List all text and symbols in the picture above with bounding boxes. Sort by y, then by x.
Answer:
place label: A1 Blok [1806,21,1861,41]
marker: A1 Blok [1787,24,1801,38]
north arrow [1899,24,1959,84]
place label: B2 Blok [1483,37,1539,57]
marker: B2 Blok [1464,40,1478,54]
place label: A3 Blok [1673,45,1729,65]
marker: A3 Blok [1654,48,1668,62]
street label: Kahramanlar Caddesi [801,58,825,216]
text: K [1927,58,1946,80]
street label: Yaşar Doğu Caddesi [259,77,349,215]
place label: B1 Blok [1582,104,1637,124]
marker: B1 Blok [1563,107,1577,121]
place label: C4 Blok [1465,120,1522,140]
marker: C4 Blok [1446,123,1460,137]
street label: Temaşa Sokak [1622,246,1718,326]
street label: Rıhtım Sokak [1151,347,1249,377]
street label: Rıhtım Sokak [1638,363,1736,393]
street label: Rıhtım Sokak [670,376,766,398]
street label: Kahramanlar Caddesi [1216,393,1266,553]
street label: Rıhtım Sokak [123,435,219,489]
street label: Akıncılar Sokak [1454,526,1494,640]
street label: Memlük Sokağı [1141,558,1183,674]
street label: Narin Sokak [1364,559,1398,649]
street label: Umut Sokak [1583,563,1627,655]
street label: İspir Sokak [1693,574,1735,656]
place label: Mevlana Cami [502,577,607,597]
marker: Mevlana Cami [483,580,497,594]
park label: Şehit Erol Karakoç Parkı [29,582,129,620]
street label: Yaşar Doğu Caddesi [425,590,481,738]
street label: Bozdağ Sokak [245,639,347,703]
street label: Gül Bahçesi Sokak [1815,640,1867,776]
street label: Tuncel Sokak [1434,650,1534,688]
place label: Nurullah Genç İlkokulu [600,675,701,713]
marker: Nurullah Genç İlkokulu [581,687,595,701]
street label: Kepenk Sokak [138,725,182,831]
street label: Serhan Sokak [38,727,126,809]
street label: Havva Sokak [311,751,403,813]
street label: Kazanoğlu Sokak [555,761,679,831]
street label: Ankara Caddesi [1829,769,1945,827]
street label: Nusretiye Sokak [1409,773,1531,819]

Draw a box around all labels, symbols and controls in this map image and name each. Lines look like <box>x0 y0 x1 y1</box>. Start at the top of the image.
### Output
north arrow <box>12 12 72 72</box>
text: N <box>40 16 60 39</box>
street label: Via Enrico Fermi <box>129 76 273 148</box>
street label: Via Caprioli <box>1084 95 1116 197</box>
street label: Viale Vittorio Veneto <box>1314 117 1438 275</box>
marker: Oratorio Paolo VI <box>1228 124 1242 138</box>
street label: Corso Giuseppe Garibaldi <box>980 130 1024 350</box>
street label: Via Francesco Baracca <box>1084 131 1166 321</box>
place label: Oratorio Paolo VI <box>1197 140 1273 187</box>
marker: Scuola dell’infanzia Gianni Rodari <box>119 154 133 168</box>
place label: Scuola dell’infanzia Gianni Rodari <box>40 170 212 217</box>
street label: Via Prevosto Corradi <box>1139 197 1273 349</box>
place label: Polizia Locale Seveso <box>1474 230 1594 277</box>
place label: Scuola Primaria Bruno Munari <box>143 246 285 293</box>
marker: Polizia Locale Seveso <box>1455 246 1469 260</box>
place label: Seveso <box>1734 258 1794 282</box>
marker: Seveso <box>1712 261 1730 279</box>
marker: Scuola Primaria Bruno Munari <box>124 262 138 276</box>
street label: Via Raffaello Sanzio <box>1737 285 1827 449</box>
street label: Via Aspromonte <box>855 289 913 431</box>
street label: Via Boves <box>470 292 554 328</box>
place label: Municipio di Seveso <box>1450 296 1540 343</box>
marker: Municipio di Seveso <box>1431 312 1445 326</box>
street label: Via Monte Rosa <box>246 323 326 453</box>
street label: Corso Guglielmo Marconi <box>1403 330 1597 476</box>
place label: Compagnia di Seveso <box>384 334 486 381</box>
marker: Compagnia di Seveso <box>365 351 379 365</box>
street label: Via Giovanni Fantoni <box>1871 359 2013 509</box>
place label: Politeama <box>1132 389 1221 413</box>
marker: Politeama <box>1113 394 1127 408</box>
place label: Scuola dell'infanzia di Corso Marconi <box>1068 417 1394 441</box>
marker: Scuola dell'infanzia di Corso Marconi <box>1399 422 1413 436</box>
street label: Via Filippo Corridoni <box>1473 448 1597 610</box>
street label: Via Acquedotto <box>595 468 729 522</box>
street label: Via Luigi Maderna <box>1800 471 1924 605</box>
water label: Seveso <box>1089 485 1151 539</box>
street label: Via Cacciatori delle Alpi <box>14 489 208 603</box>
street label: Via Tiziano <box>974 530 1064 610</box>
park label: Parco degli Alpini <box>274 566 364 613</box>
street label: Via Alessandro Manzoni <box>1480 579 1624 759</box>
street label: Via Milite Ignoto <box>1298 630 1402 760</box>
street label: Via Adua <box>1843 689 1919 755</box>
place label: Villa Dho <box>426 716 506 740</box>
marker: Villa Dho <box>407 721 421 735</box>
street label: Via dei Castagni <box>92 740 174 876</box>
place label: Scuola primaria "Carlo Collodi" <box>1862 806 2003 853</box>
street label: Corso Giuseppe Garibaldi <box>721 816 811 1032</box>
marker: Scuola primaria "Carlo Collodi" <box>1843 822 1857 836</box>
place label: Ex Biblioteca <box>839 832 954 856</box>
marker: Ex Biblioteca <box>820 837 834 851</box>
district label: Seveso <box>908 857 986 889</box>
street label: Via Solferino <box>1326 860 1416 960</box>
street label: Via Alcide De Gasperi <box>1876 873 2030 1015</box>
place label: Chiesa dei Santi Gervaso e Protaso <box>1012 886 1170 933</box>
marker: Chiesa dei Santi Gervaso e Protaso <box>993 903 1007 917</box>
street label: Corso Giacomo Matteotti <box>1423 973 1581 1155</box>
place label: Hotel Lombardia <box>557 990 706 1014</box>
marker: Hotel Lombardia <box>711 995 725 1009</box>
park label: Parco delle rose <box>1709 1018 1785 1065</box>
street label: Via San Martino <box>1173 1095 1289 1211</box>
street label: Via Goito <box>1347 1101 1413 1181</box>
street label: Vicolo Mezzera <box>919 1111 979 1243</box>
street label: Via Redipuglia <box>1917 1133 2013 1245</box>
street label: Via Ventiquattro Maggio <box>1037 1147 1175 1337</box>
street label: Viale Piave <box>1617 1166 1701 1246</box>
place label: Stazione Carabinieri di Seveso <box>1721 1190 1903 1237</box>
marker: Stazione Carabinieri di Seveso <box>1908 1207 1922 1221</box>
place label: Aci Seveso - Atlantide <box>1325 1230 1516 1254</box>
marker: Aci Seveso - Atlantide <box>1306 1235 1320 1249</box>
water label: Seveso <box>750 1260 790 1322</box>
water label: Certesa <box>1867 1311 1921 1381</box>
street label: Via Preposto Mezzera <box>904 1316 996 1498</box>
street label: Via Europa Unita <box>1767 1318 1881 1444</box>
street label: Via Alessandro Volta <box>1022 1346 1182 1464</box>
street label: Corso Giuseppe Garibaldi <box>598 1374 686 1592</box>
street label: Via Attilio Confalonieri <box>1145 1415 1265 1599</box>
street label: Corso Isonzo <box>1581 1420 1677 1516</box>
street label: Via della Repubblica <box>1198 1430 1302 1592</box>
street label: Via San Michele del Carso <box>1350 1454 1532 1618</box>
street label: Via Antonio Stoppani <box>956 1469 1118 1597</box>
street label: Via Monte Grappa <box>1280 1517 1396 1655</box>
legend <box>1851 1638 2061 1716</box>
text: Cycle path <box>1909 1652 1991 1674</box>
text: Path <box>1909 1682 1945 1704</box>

++++

How to complete this task:
Throughout the records above, find the lines in which the word "İlkokulu" appears and return them.

Reply:
place label: Nurullah Genç İlkokulu [600,675,701,713]
marker: Nurullah Genç İlkokulu [581,687,595,701]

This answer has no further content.